Your assignment:
From the records below, copy every line that contains the word "district".

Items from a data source
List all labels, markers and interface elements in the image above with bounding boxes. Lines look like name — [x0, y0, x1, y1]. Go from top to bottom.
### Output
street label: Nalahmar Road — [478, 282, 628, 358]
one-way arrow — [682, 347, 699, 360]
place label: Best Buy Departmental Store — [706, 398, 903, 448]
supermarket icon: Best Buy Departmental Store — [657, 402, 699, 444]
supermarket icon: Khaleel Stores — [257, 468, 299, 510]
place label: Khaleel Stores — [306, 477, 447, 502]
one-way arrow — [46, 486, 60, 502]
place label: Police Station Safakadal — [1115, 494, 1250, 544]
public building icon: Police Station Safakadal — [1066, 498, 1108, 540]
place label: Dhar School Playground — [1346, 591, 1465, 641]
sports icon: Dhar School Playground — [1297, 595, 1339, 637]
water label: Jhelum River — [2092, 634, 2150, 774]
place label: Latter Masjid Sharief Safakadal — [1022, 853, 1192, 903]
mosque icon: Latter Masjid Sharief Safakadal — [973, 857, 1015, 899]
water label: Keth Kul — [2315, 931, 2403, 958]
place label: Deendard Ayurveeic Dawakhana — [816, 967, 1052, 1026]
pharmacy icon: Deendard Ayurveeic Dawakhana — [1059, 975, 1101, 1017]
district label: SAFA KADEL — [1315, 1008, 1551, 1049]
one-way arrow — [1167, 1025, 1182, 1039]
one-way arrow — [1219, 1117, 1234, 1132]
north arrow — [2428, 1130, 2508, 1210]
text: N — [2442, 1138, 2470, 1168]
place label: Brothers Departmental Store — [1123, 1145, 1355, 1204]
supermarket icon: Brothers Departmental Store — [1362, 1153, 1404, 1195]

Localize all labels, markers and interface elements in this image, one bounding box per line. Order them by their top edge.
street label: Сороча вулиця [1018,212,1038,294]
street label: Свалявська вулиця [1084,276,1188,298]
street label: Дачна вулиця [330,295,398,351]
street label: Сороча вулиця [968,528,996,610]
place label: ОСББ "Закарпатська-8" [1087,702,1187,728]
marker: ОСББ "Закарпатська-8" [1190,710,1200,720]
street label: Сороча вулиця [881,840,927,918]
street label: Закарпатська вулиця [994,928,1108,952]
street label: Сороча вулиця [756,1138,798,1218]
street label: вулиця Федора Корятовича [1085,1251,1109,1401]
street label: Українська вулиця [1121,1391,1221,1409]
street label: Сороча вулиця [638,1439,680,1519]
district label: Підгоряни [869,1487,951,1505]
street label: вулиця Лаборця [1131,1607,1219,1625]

Problem solution:
district label: SAFA KADEL — [1315, 1008, 1551, 1049]
district label: Підгоряни [869,1487,951,1505]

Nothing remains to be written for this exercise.